Nesterov-Accelerated Robust Federated Learning Over Byzantine Adversaries
Lihan Xu 1, Yanjie Dong 1, Gang Wang 2, Runhao Zeng 1, Xiaoyi Fan 1, Xiping Hu 1
Published on arXiv
2511.02657
Data Poisoning Attack
OWASP ML Top 10 — ML02
Key Finding
Byrd-NAFL outperforms existing Byzantine-resilient FL baselines in convergence speed and accuracy under non-convex loss functions while maintaining robustness to diverse Byzantine attack strategies.
Byrd-NAFL
Novel technique introduced
We investigate robust federated learning, where a group of workers collaboratively train a shared model under the orchestration of a central server in the presence of Byzantine adversaries capable of arbitrary and potentially malicious behaviors. To simultaneously enhance communication efficiency and robustness against such adversaries, we propose a Byzantine-resilient Nesterov-Accelerated Federated Learning (Byrd-NAFL) algorithm. Byrd-NAFL seamlessly integrates Nesterov's momentum into the federated learning process alongside Byzantine-resilient aggregation rules to achieve fast and safeguarding convergence against gradient corruption. We establish a finite-time convergence guarantee for Byrd-NAFL under non-convex and smooth loss functions with relaxed assumption on the aggregated gradients.

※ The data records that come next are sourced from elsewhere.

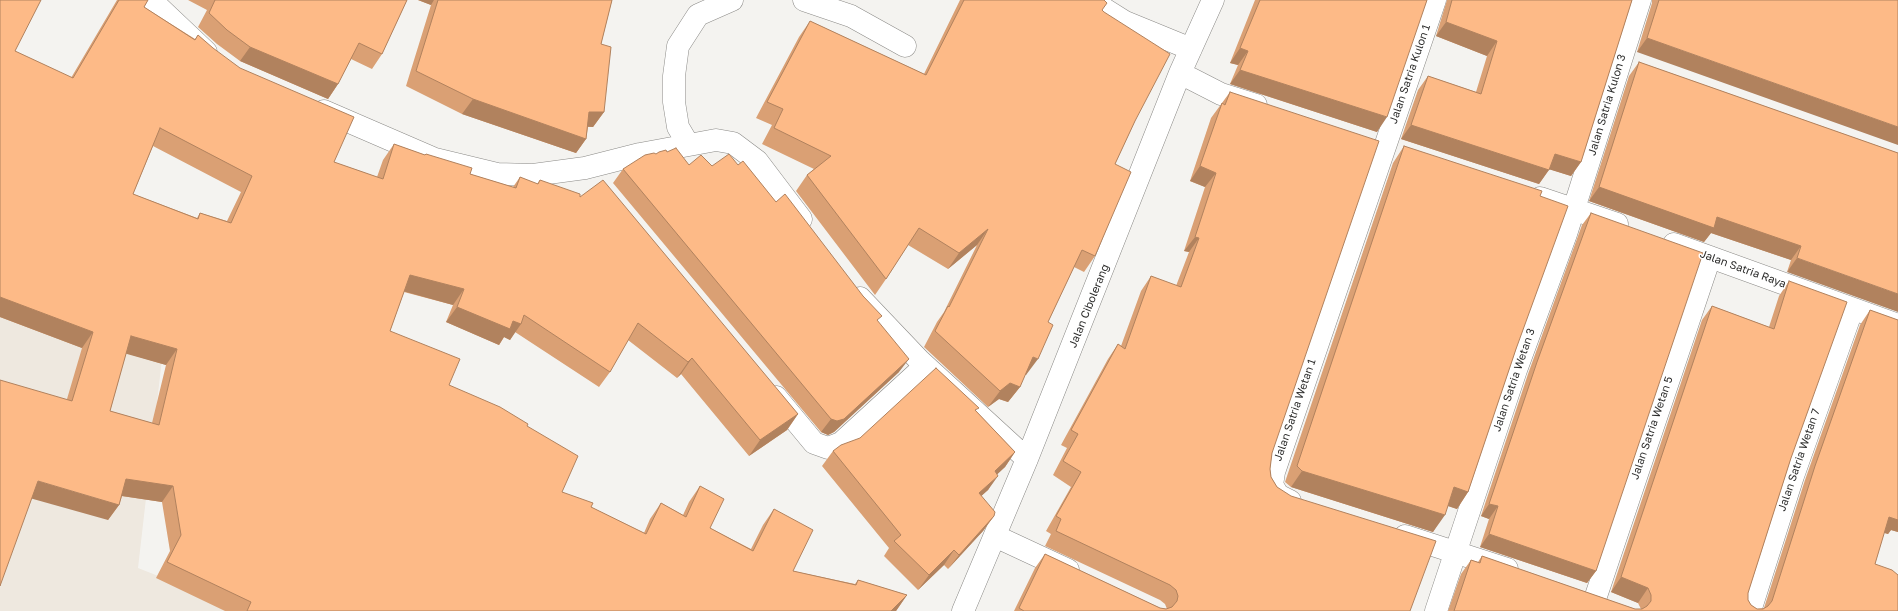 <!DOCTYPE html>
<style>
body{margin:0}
canvas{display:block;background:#f4f3f0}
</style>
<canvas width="1898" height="611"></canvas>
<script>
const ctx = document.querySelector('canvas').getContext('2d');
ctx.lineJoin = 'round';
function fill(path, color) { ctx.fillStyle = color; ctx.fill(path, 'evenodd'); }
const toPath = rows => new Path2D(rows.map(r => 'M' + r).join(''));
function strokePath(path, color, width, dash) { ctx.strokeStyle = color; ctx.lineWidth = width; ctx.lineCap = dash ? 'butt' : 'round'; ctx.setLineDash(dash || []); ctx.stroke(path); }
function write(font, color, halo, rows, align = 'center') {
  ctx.font = font + ' "Golos Text",sans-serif'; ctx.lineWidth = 3; ctx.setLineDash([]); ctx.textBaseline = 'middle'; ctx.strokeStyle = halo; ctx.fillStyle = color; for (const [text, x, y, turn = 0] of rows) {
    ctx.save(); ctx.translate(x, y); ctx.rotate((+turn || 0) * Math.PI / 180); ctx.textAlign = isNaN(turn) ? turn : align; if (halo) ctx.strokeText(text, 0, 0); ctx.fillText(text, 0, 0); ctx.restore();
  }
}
fill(toPath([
 [0,174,176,237,138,568,247,611,0,611]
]), '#eee8df');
const minor = toPath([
 [151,0,206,52],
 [804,0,851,16,905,46],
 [1090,0,1125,22,1191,49],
 [1180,73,1221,94,1256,105],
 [324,111,435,159,497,174,533,175,585,168,640,154,716,140,733,143,757,161,801,219],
 [688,144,678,127,674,102,674,76,678,46,698,15,732,0],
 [1540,198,1617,224],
 [1674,244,1898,325],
 [860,298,919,360,1027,459],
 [776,397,814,443,828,448,841,443,925,366],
 [1290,501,1278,495,1272,485,1274,472,1435,0],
 [995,536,1068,570],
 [1405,536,1507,569],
 [1595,599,1710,257],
 [963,611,1027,459,1180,73,1213,0],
 [1436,611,1516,370,1566,234,1640,0],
 [1750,611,1793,476,1852,310]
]);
strokePath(minor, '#8b8a87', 23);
strokePath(minor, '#fff', 22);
fill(toPath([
 [0,0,15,51,71,78,117,0,148,0,144,7,195,39,198,35,334,162,377,177,383,160,394,144,425,155,426,154,470,174,513,187,520,177,537,184,540,180,580,197,798,414,787,430,749,456,681,374,677,378,628,340,610,372,599,387,515,332,510,340,504,337,499,345,446,322,453,305,404,292,390,331,449,385,527,426,562,492,591,507,644,533,650,519,661,503,683,515,689,502,700,486,710,528,751,549,763,525,774,509,793,571,855,584,858,580,907,595,896,611,225,611,156,578,170,551,162,502,122,496,119,505,108,520,67,399,82,348,0,317],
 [153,146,241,192,227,221,200,213,197,218,133,194],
 [126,353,166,365,152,423,110,411],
 [188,0,407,0,382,54,372,69,351,59,338,84,328,99,240,61,217,44,198,27,207,10],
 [418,0,612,0,601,44,604,112,593,127,588,127,586,139,576,153,462,114,406,86,431,5],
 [960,0,1104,0,1102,10,1135,121,1115,164,1095,256,1084,272,1074,267,1048,322,1026,375,1025,374,1020,387,1008,402,999,399,988,407,924,347,937,322,944,312,977,245,948,269,908,245,886,279,875,295,796,191,807,175,814,169,762,144,772,125,756,118,799,37,810,21,924,74],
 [1255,0,1427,0,1377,132,1230,84,1238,65,1230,63],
 [1447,0,1632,0,1581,162,1571,176,1549,169,1539,184,1401,139,1418,90,1428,76,1476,92,1487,56,1436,36],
 [1652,0,1898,0,1637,52,1652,3],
 [1639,62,1898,153,1787,272,1791,260,1711,233,1704,242,1589,201,1629,76],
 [1230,92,1272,453,1270,469,1271,477,1277,487,1410,611,1014,611,1035,568,1045,554,1160,608,1167,609,1165,604,1160,600,1045,546,1051,534,1046,531,1071,487,1053,475,1067,448,1061,445,1108,359,1118,344,1121,346,1141,291,1151,276,1176,286,1189,252,1184,251,1205,187,1190,181,1211,118],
 [1404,146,1540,196,1516,349,1468,492,1457,509,1448,506,1433,532,1291,487,1285,482,1393,163],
 [656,154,689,165,712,166,738,165,776,202,878,322,899,372,834,432,828,435,821,432,613,183,623,169],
 [1591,213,1596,571,1587,583,1480,547,1489,519,1481,516,1528,374,1582,225],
 [1789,281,1791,458,1748,593,1748,600,1751,605,1757,609,1764,608,1805,480,1860,325,1870,310,1898,320,1898,532,1891,530,1888,534,1884,533,1875,564,1898,611,1448,611,1461,574,1471,560,1478,562,1482,556,1635,609,1641,609,1638,603,1611,592,1702,320,1712,306,1769,327,1779,296],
 [976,411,1015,452,1005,467,997,474,988,490,981,496,994,516,983,531,948,569,944,565,918,590,884,556,889,548,822,466,833,451]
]), '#daa074');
fill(toPath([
 [418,0,434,0,431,5],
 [1446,22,1497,41,1487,56,1436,36],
 [1647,38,1898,127,1898,145,1637,52],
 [250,47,338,84,328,99,240,61],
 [1240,48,1248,51,1238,65,1230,63],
 [1240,70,1387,117,1377,132,1230,84],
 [473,99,586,139,576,153,462,114],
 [589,112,604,112,593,127,579,126],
 [1411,125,1549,170,1539,184,1401,139],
 [1555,154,1581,162,1571,176,1545,168],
 [1200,166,1216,173,1205,187,1190,181],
 [1599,187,1717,217,1801,246,1791,260,1711,233,1704,242,1589,201],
 [988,229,977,245,948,269,959,253],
 [1195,237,1199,238,1189,252,1184,251],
 [1797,258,1898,294,1898,312,1787,272],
 [410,275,464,289,453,305,399,290],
 [0,297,93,332,82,348,0,317],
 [457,307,513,321,521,324,510,340,504,337,499,345,446,322],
 [131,336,177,349,166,365,120,352],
 [1033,357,1038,359,1026,375,1022,373],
 [692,358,681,374,677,378,688,362],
 [909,359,899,372,834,432,828,435,821,432,831,419],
 [1010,383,1020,387,1008,402,999,399,988,407,1000,391],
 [798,414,787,430,749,456,760,440],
 [1015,452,1005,467,985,486,995,471],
 [1302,471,1445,515,1433,532,1291,487],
 [998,476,988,490,968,508,979,493],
 [126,479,173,486,162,502,115,495],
 [38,481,119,505,108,520,26,497],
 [1454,487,1468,492,1457,509,1442,504],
 [1489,504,1498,506,1489,519,1481,516],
 [994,516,983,531,948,569,959,555],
 [1889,517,1898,518,1898,532,1891,530,1888,534,1879,531],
 [1489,534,1596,571,1587,583,1480,547],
 [954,550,944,565,918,590,929,575],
 [1621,577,1648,588,1638,603,1611,592],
 [907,595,896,611,891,611]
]), '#b1825e');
const building = toPath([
 [0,0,41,0,15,51,73,78,119,0,148,0,144,7,195,40,198,35,213,48,240,68,354,117,334,162,383,179,394,144,425,155,426,154,472,168,470,174,516,188,520,177,538,184,540,180,580,194,580,197,603,180,798,414,760,440,692,358,688,362,638,323,610,372,524,315,521,324,513,321,510,329,457,307,464,289,410,275,390,331,460,359,449,385,500,407,528,424,527,426,578,456,562,492,593,503,591,507,646,534,661,503,686,517,700,486,724,499,710,528,753,551,774,509,813,530,793,571,856,585,858,580,907,595,891,611,247,611,251,602,167,562,181,535,173,486,126,479,119,505,38,481,0,586,0,380,72,401,93,332,0,297,0,0],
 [160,128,252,176,231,223,200,213,198,219,133,194,160,128],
 [131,336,177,349,159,425,110,411,131,336],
 [215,0,407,0,382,54,359,43,338,84,250,47,227,30,209,13,215,0],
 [438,0,612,0,601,44,611,47,604,112,589,112,586,139,473,99,416,71,438,0],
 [964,0,1104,0,1107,3,1102,10,1104,12,1170,54,1135,121,1115,164,1131,172,1095,256,1082,250,1048,322,1053,325,1038,359,1033,357,1020,387,1010,383,1000,391,935,331,948,306,949,307,988,229,959,253,919,228,886,279,807,175,831,156,774,128,783,109,767,102,810,21,926,75,964,0],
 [1260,0,1427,0,1387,117,1240,70,1248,51,1240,48,1260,0],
 [1452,0,1632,0,1581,162,1555,154,1549,170,1411,125,1428,76,1481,94,1497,41,1446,22,1452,0],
 [1659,0,1898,0,1898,127,1647,38,1659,0],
 [1639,62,1898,153,1898,294,1797,258,1801,246,1717,217,1714,228,1599,187,1639,62],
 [1230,92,1379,141,1272,453,1270,469,1271,477,1277,487,1291,496,1436,541,1410,611,1024,611,1019,608,1045,554,1160,608,1166,609,1172,607,1177,601,1178,596,1176,590,1170,585,1056,531,1061,519,1056,516,1081,472,1063,461,1078,434,1071,430,1118,344,1125,349,1151,276,1181,287,1199,238,1195,237,1216,173,1200,166,1222,103,1225,105,1230,92],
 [1404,146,1542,191,1540,196,1568,206,1516,349,1468,492,1454,487,1445,515,1302,471,1297,466,1404,146],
 [676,148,689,165,701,155,712,166,729,154,738,165,743,161,776,202,785,194,863,296,882,316,877,320,909,359,844,419,837,421,831,419,623,169,645,155,654,153,656,154,659,152,666,150,667,152,676,148],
 [1591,213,1703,253,1596,571,1489,534,1498,506,1489,504,1537,362,1591,213],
 [1789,281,1847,302,1791,458,1748,593,1748,600,1751,605,1757,609,1763,609,1768,606,1772,601,1815,466,1870,310,1898,320,1898,520,1889,517,1875,564,1892,570,1898,575,1898,611,1454,611,1471,560,1480,563,1482,556,1635,609,1642,609,1647,606,1651,601,1651,595,1648,588,1621,577,1712,306,1774,329,1789,281],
 [936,368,979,408,975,410,1015,452,995,471,998,476,979,493,995,512,994,516,959,555,954,550,929,575,894,541,901,535,833,451,841,445,860,438,936,368]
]);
fill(building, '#fdba87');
strokePath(building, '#b1825e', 1);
write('11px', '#2e2e2d', '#fff', [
 ["Jalan Satria Kulon 1",1410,74,-71],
 ["Jalan Satria Kulon 3",1607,105,-73],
 ["Jalan Satria Raya",1743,269,20],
 ["Jalan Cibolerang",1089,306,-68],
 ["Jalan Satria Wetan 3",1514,380,-71],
 ["Jalan Satria Wetan 1",1295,410,-71],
 ["Jalan Satria Wetan 5",1652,428,-71],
 ["Jalan Satria Wetan 7",1799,460,-71]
]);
</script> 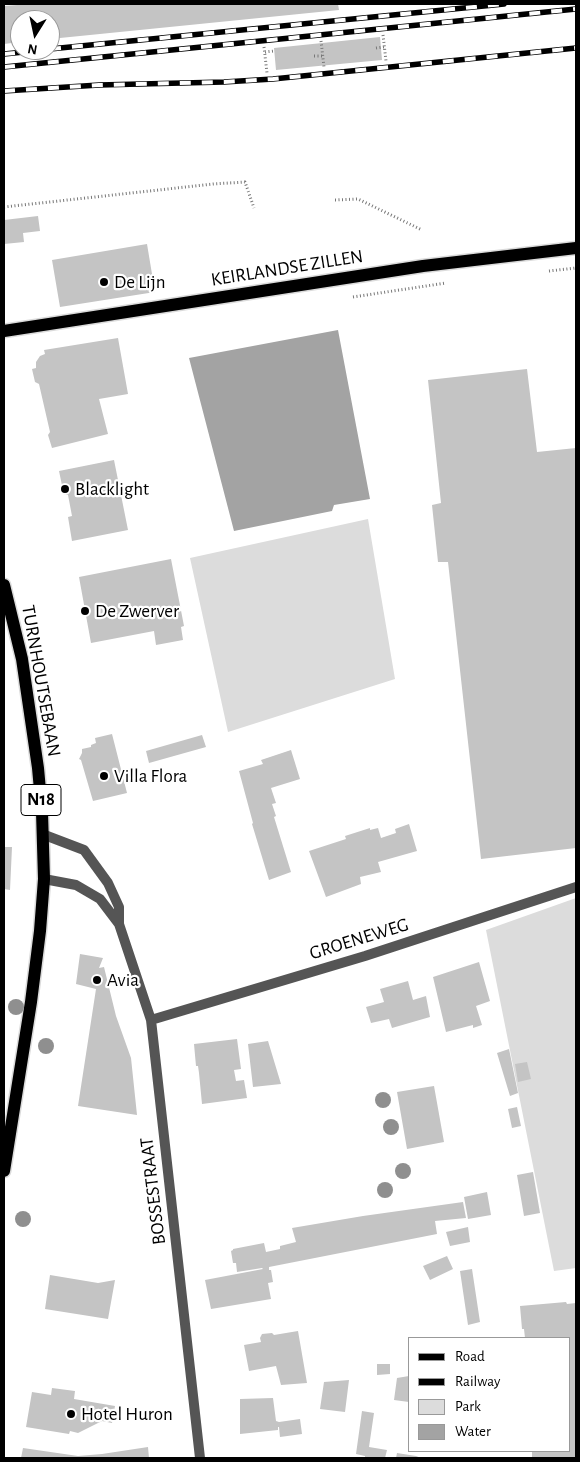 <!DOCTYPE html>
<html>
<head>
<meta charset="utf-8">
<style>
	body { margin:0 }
	#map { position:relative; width:580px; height:1462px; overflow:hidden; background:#fff; font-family:"Alegreya Sans",sans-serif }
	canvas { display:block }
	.frame { position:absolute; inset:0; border:5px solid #000; pointer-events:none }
	.legend { position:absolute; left:408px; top:1337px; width:162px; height:115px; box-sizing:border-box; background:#fff; border:1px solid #999; margin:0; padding:6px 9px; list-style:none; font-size:15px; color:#000 }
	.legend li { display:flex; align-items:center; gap:10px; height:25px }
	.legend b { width:25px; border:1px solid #999 }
	.north { position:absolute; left:10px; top:10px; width:50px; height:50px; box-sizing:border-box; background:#fff; border:1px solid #999; border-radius:50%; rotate:190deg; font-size:14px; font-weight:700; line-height:20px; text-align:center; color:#000 }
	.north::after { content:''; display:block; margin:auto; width:18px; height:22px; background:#000; clip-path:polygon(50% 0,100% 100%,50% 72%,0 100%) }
</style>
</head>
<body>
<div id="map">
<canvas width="580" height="1462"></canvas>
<div class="frame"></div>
<ul class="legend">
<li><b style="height:6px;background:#000"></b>Road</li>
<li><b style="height:6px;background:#000"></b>Railway</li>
<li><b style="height:14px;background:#dcdcdc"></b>Park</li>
<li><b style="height:14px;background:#a3a3a3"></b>Water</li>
</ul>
<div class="north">N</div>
</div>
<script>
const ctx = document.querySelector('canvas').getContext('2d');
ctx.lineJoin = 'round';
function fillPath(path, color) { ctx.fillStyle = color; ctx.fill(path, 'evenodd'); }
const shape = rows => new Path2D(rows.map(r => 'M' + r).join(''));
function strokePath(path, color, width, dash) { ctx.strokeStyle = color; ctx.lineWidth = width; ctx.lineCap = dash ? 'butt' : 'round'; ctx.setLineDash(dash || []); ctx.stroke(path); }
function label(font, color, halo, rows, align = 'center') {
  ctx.font = font + ' "Alegreya Sans",sans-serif'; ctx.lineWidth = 4.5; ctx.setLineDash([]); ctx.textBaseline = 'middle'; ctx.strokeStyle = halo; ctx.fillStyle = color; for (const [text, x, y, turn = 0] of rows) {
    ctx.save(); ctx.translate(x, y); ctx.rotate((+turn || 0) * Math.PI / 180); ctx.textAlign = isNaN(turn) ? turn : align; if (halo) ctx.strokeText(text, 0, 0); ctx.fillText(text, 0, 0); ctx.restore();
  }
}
const green = shape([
	[368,519,395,679,228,732,190,558],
	[576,898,576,1268,554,1271,486,930]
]);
const water = shape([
	[338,330,370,499,334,505,332,511,234,531,189,358]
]);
const building = shape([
	[30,4,338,4,339,10,50,39,50,20,20,20,20,42,4,44,4,6],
	[380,37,382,60,276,70,274,48],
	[38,216,40,231,23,233,24,242,4,244,4,220],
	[147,244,155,292,60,307,52,260],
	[118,338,128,394,99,399,108,434,52,448,48,435,50,432,39,384,35,382,32,369,36,368,36,362,40,356,45,354,44,350],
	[527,369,537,452,576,448,576,848,481,859,448,562,438,562,432,505,441,503,428,380],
	[114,460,128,530,72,541,68,517,72,516,68,495,64,495,59,471],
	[171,559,184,626,181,627,183,640,156,645,154,631,91,643,79,577],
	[112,734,127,793,93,801,81,760,79,759,82,753,82,749,91,747,91,745,96,743,95,738],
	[202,735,206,747,149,763,146,751],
	[291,750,300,779,271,788,276,803,272,804,276,816,274,817,291,872,269,880,252,824,253,823,239,771,263,764,261,760],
	[409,824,417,851,378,862,381,872,360,877,361,884,326,897,309,851,346,839,345,836,370,828,370,830,378,828,381,838,396,833,395,829],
	[4,847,12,847,10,890,4,889],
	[80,954,103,958,99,968,104,967,116,1016,131,1058,137,1115,78,1106,96,989,76,984],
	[479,962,490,1001,476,1006,482,1025,473,1028,473,1025,446,1032,433,977],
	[408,981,413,1000,426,996,430,1017,392,1028,389,1019,371,1023,366,1007,384,1002,380,989],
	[237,1039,241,1069,234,1070,236,1081,244,1080,247,1098,202,1104,199,1073,198,1066,196,1066,194,1044],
	[268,1041,281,1084,253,1087,248,1044],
	[509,1049,518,1093,510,1096,497,1053],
	[527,1062,531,1079,518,1082,515,1064],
	[434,1086,444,1142,407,1149,397,1092],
	[517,1107,521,1126,512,1128,508,1109],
	[533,1172,540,1213,524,1216,517,1175],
	[487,1192,491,1215,468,1219,464,1197],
	[463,1202,466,1218,435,1221,437,1234,269,1267,269,1270,271,1270,273,1282,268,1283,271,1299,211,1309,205,1280,263,1269,262,1268,237,1272,236,1263,233,1263,231,1251,233,1250,233,1249,264,1243,266,1252,280,1249,280,1246,296,1242,292,1228,363,1216],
	[468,1227,470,1242,450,1246,446,1232],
	[447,1256,453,1269,430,1280,423,1266],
	[472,1269,480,1322,468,1325,460,1271],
	[50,1275,98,1283,115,1280,108,1319,45,1309],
	[566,1302,567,1304,576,1303,576,1458,532,1458,532,1451,569,1451,569,1338,525,1338,524,1329,522,1329,520,1306],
	[298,1331,307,1383,281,1385,276,1366,249,1371,244,1345,261,1342,260,1338,262,1334,272,1333,274,1335],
	[377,1364,390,1364,390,1374,377,1375],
	[409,1376,409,1402,394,1400,397,1378],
	[349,1380,345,1412,320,1409,324,1382],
	[52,1388,75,1391,74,1399,115,1406,112,1423,102,1421,78,1433,70,1431,69,1434,26,1427,32,1392,51,1395],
	[273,1398,276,1421,279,1422,300,1419,302,1434,280,1437,279,1427,278,1427,278,1430,240,1434,240,1399],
	[362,1411,374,1413,369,1447,387,1450,385,1458,365,1458,365,1456,356,1454],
	[148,1447,149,1458,21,1458,23,1448,78,1456,102,1454],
	[397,1453,416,1456,421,1458,396,1458]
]);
const path = shape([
	[383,35,386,61],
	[321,41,324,67],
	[264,47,267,73],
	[376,48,384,47],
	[265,52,274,51],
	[314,56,323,56],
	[335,200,358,199,422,230],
	[4,207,213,184,245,182,254,208],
	[549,271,576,268],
	[353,297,446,283]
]);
const street = shape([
	[42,834,84,850,108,883,119,907,119,924],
	[44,879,76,885,100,899,119,924,151,1020,200,1458],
	[151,1020,365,956,576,887]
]);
const primary = shape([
	[4,331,423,266,576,248],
	[4,585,22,659,38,768,42,812,44,879,40,931,31,1002,4,1171]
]);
const rail = shape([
	[50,49,504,4],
	[4,54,44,50],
	[4,67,576,9],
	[4,91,99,85,224,82,273,79,576,48]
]);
const trees = [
	[16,1007],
	[46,1046],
	[383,1100],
	[391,1127],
	[403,1171],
	[385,1190],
	[23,1219]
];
const markers = [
	[104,282,5,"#000"],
	[65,489,5,"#000"],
	[85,611,5,"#000"],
	[104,776,5,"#000"],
	[97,980,5,"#000"],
	[71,1414,5,"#000"]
];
const shields = [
	[41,800,40]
];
const shieldNames = [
	["N18",41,800]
];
const streetNames = [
	["KEIRLANDSE ZILLEN",287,268,-9],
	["TURNHOUTSEBAAN",41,681,80],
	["GROENEWEG",359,939,-17],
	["BOSSESTRAAT",153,1191,-97]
];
const poiNames = [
	["De Lijn",114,282],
	["Blacklight",75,489],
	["De Zwerver",95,611],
	["Villa Flora",114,776],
	["Avia",107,980],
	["Hotel Huron",81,1414]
];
fillPath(green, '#dcdcdc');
fillPath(water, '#a3a3a3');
fillPath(building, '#c4c4c4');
strokePath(primary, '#dbdbdb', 15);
strokePath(path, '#777', 3, [1, 2.5]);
strokePath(street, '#555', 10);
strokePath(primary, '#000', 12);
strokePath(rail, '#000', 5.5);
strokePath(rail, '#fff', 4, [11]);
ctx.fillStyle = '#8f8f8f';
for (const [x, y] of trees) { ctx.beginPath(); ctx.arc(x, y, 8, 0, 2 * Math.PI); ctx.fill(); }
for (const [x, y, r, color] of markers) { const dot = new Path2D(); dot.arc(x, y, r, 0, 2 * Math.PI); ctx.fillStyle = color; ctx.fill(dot); strokePath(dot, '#fff', 2); }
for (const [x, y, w] of shields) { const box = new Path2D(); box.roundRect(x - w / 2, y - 15.5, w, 31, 4); ctx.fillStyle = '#fff'; ctx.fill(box); strokePath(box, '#000', 1); }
label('bold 18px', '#000', null, shieldNames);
label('19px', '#000', '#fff', streetNames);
label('19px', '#000', '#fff', poiNames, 'left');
</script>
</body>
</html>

Extensive numerical experiments validate the effectiveness of Byrd-NAFL and demonstrate the superiority over existing benchmarks in terms of convergence speed, accuracy, and resilience to diverse Byzantine attack strategies.
Key Contributions
- Byrd-NAFL algorithm that seamlessly integrates Nesterov's momentum with Byzantine-resilient aggregation rules (Krum, CwMed, Bulyan, GeoMed) in federated learning
- Finite-time convergence guarantee for non-convex, smooth loss functions under relaxed assumptions on aggregated gradients — extending prior work beyond strongly convex settings
- Empirical demonstration of superior convergence speed, accuracy, and resilience versus existing benchmarks across diverse Byzantine attack strategies
🛡️ Threat Analysis
The paper proposes Byzantine-fault-tolerant FL aggregation rules (Krum, CwMed, GeoMed variants) integrated with Nesterov momentum to defend against malicious clients sending arbitrary gradient updates aimed at degrading global model performance — the canonical ML02 federated learning threat.